(INSTRUCTIONS TO FOLLOW) Could you find every line in the records below that contains the word "left" and copy it?

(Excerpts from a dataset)
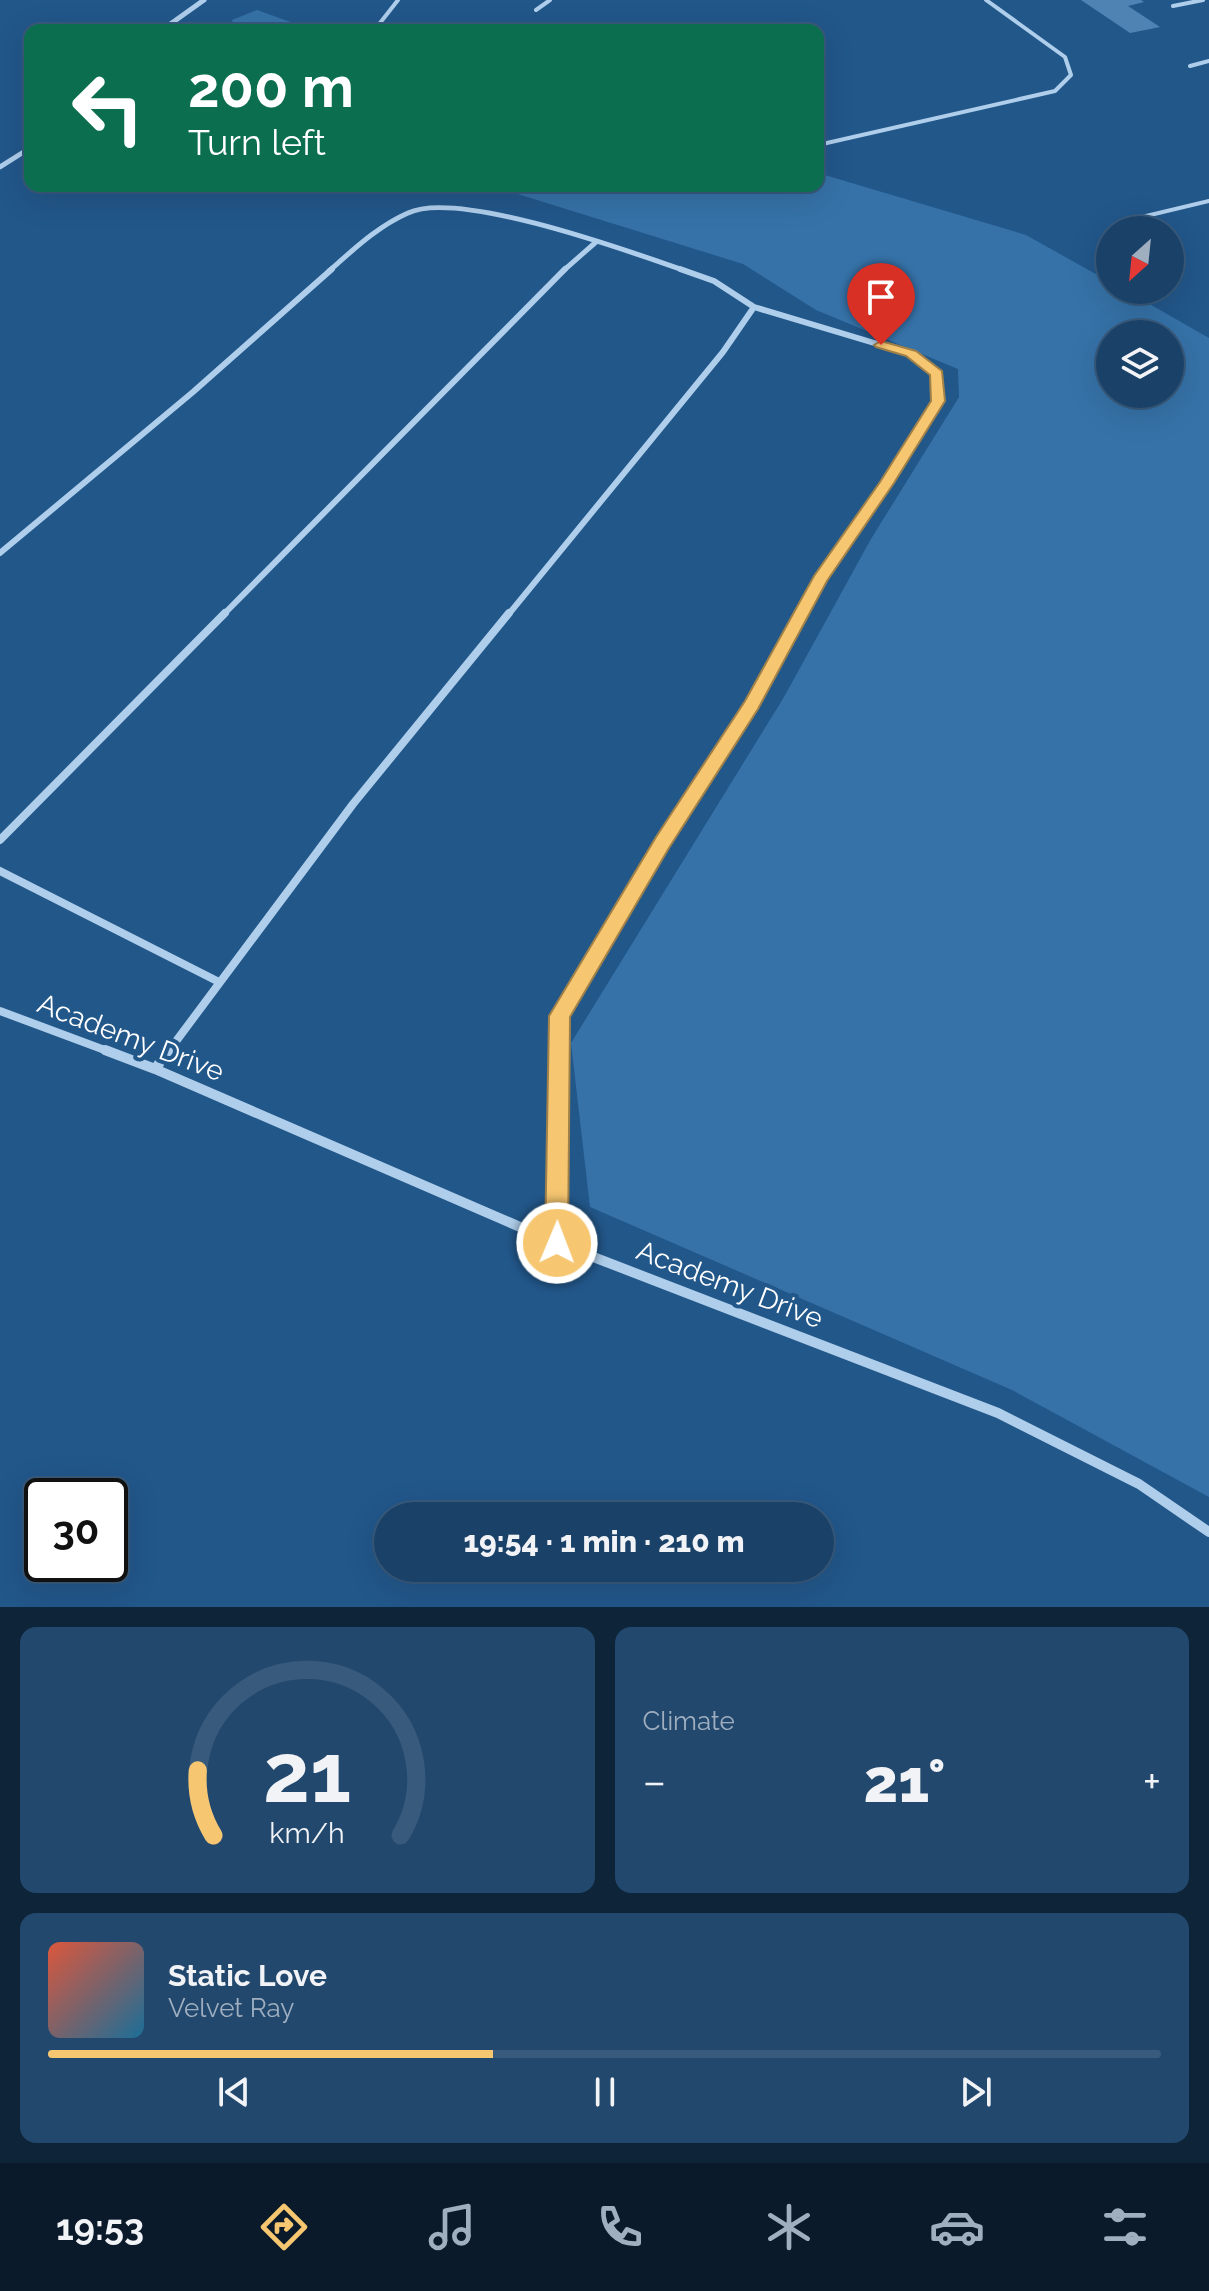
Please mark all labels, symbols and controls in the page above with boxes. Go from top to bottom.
text: 200 m [188,54,354,120]
icon: left [56,56,160,160]
text: Turn left [188,121,326,163]
north arrow [1096,216,1184,304]
map controls [1096,216,1184,408]
pin [847,263,915,345]
icon: arrive [859,275,903,319]
button: layers [1096,320,1184,408]
street label: Academy Drive [33,987,229,1088]
position arrow [515,1201,599,1285]
street label: Academy Drive [632,1234,828,1335]
speed limit sign: 30 [24,1478,128,1582]
text: 19:54 · 1 min · 210 m [463,1524,745,1559]
text: Climate [643,1706,735,1736]
text: 21 [263,1724,351,1821]
text: 21° [863,1746,945,1816]
text: − [643,1756,666,1807]
text: + [1143,1756,1161,1807]
text: km/h [270,1816,345,1850]
text: Static Love [168,1958,327,1993]
text: Velvet Ray [168,1993,294,2023]
icon: previous [212,2070,256,2114]
icon: pause [583,2070,627,2114]
icon: next [954,2070,998,2114]
icon: directions [256,2199,312,2255]
icon: music [424,2199,480,2255]
icon: phone [592,2199,648,2255]
icon: climate [761,2199,817,2255]
icon: car [929,2199,985,2255]
icon: filters [1097,2199,1153,2255]
text: 19:53 [56,2206,144,2248]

(TASK RESULT)
icon: left [56,56,160,160]
text: Turn left [188,121,326,163]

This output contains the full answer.